I missed this post during back to school/kid starting kindergarten hell, but thank you for writing this on your birthday! I love that line from Funny Story.
My birthday feels weird now, at one time I was very excited by birthdays but I haven’t felt that way since I was about 16- when we did turn 16, my sister and I saw Love Actually with our mom, and my 15th birthday in 9th grade is the last time I remember hosting a party. We had an Olive Garden dinner followed by watching Oceans 11 with 10 friends. as a twin I always shared my birthday and I enjoy spending time with my family on my birthday because it’s always around Thanksgiving- we were born on Thanksgiving at 12:14 and 12:45 pm in 1987. My mom had to get a C-section for my sister after my vaginal birth and I always feel sorry for her on my birthday— she was also on hospital bed rest for about 3 weeks prior to our birth with preeclampsia but thankfully we made it to 35.5 weeks and had no NICU time. We were both 5 lbs.
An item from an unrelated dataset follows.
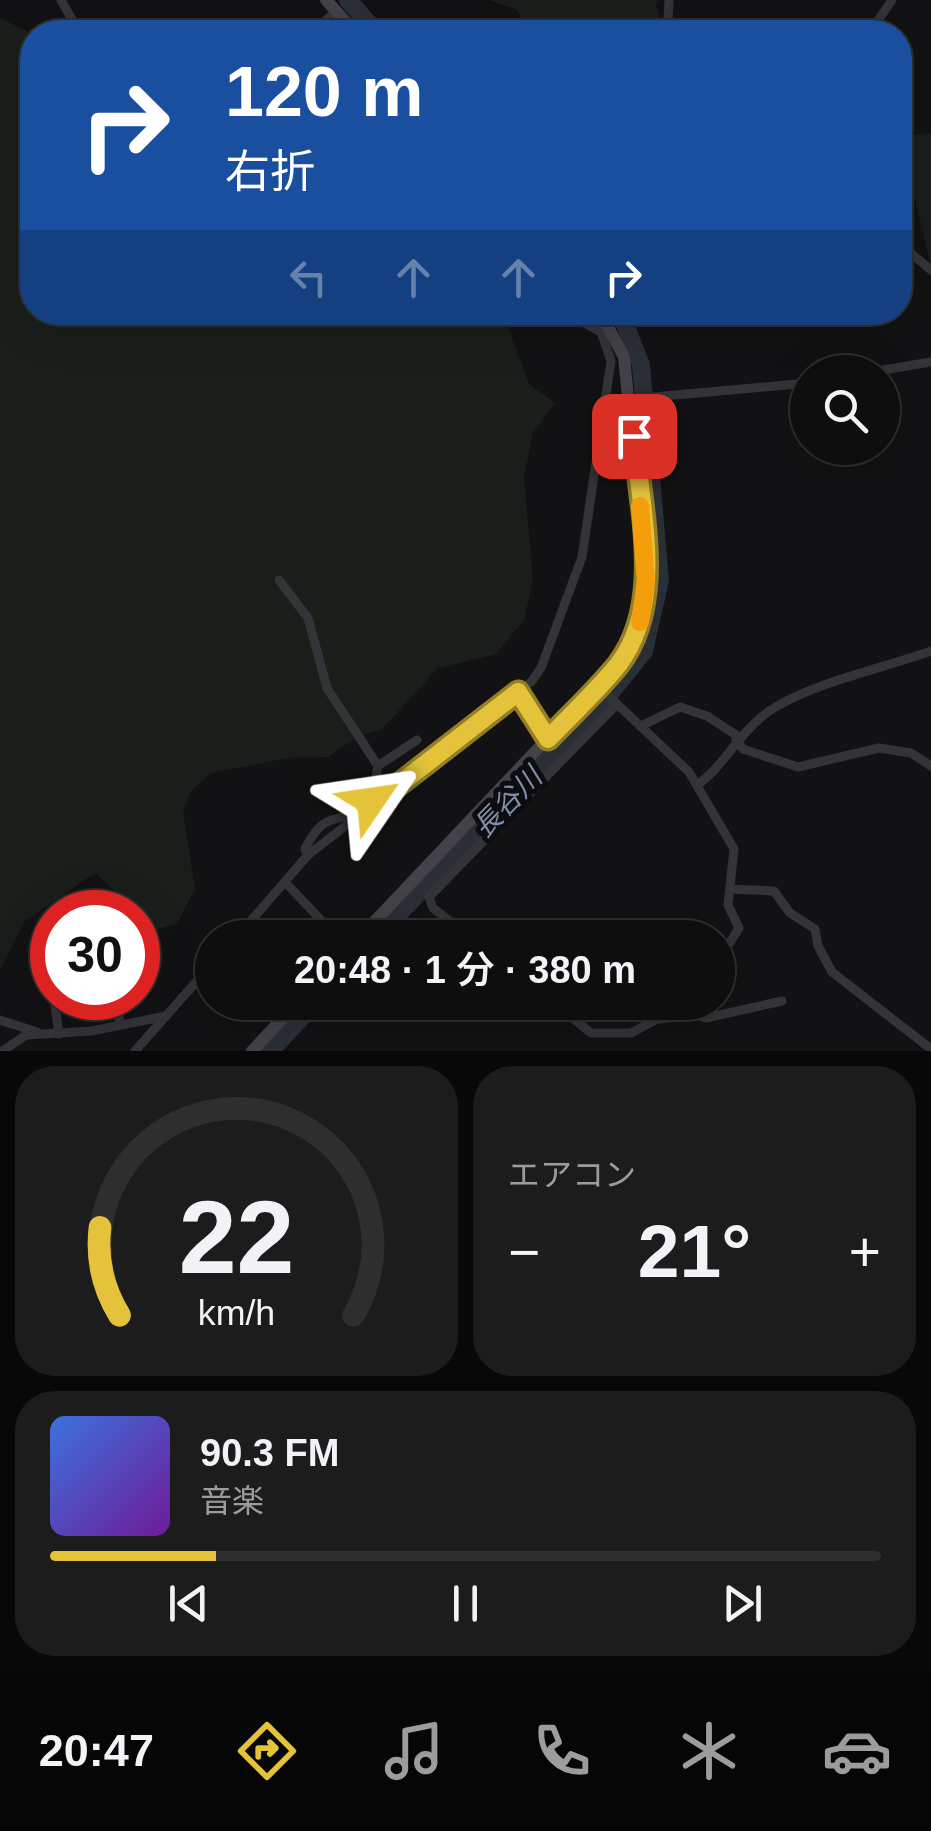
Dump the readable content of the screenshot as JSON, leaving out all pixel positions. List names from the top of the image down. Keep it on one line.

We turn 37 this year and the weekend before my birthday I plan to go to tea at a local hotel with my mom and sister- we did this for my mom’s birthday 2 years ago and it’s lovely near the holiday season to see all their decorations. My anniversary trip to Hawaii is within a couple weeks of my birthday so I expect my husband and I will go on a typical dinner date on the day- it’s 2 days before Thanksgiving this year. I have requested a mini cheesecake, my husband has made me cheesecakes for years on my birthday and I go back and forth on whether I want to share a big one or have my own personalized one!